RECORD SET Block Start
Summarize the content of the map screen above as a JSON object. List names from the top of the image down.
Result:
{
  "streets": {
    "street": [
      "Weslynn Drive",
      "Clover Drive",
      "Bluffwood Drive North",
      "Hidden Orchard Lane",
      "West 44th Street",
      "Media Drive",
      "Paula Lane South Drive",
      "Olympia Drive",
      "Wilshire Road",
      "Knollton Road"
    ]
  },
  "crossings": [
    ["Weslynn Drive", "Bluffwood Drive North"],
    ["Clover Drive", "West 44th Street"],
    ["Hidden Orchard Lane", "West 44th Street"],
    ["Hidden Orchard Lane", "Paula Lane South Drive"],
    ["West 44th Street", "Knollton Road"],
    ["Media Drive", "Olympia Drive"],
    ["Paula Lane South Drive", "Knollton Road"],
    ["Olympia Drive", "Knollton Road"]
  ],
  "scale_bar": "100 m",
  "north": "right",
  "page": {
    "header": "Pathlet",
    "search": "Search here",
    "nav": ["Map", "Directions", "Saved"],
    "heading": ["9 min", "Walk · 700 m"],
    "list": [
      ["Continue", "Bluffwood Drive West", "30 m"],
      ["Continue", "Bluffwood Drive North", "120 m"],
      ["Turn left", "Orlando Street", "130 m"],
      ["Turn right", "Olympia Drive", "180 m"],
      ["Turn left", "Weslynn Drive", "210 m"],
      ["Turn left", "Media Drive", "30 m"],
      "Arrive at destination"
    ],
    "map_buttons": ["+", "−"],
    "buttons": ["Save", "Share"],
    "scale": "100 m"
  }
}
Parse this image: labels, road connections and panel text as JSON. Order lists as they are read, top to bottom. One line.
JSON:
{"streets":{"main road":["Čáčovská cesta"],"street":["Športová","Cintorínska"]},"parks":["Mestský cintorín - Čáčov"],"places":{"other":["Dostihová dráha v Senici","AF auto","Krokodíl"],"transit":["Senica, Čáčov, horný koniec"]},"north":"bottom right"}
RECORD SET Block End
• TASK GOAL
Word for word, return the entire set of entries.

• EXERCISE RESULT
Summarize the content of the map screen above as a JSON object. List names from the top of the image down.
Result:
{
  "streets": {
    "street": [
      "Weslynn Drive",
      "Clover Drive",
      "Bluffwood Drive North",
      "Hidden Orchard Lane",
      "West 44th Street",
      "Media Drive",
      "Paula Lane South Drive",
      "Olympia Drive",
      "Wilshire Road",
      "Knollton Road"
    ]
  },
  "crossings": [
    ["Weslynn Drive", "Bluffwood Drive North"],
    ["Clover Drive", "West 44th Street"],
    ["Hidden Orchard Lane", "West 44th Street"],
    ["Hidden Orchard Lane", "Paula Lane South Drive"],
    ["West 44th Street", "Knollton Road"],
    ["Media Drive", "Olympia Drive"],
    ["Paula Lane South Drive", "Knollton Road"],
    ["Olympia Drive", "Knollton Road"]
  ],
  "scale_bar": "100 m",
  "north": "right",
  "page": {
    "header": "Pathlet",
    "search": "Search here",
    "nav": ["Map", "Directions", "Saved"],
    "heading": ["9 min", "Walk · 700 m"],
    "list": [
      ["Continue", "Bluffwood Drive West", "30 m"],
      ["Continue", "Bluffwood Drive North", "120 m"],
      ["Turn left", "Orlando Street", "130 m"],
      ["Turn right", "Olympia Drive", "180 m"],
      ["Turn left", "Weslynn Drive", "210 m"],
      ["Turn left", "Media Drive", "30 m"],
      "Arrive at destination"
    ],
    "map_buttons": ["+", "−"],
    "buttons": ["Save", "Share"],
    "scale": "100 m"
  }
}
Parse this image: labels, road connections and panel text as JSON. Order lists as they are read, top to bottom. One line.
JSON:
{"streets":{"main road":["Čáčovská cesta"],"street":["Športová","Cintorínska"]},"parks":["Mestský cintorín - Čáčov"],"places":{"other":["Dostihová dráha v Senici","AF auto","Krokodíl"],"transit":["Senica, Čáčov, horný koniec"]},"north":"bottom right"}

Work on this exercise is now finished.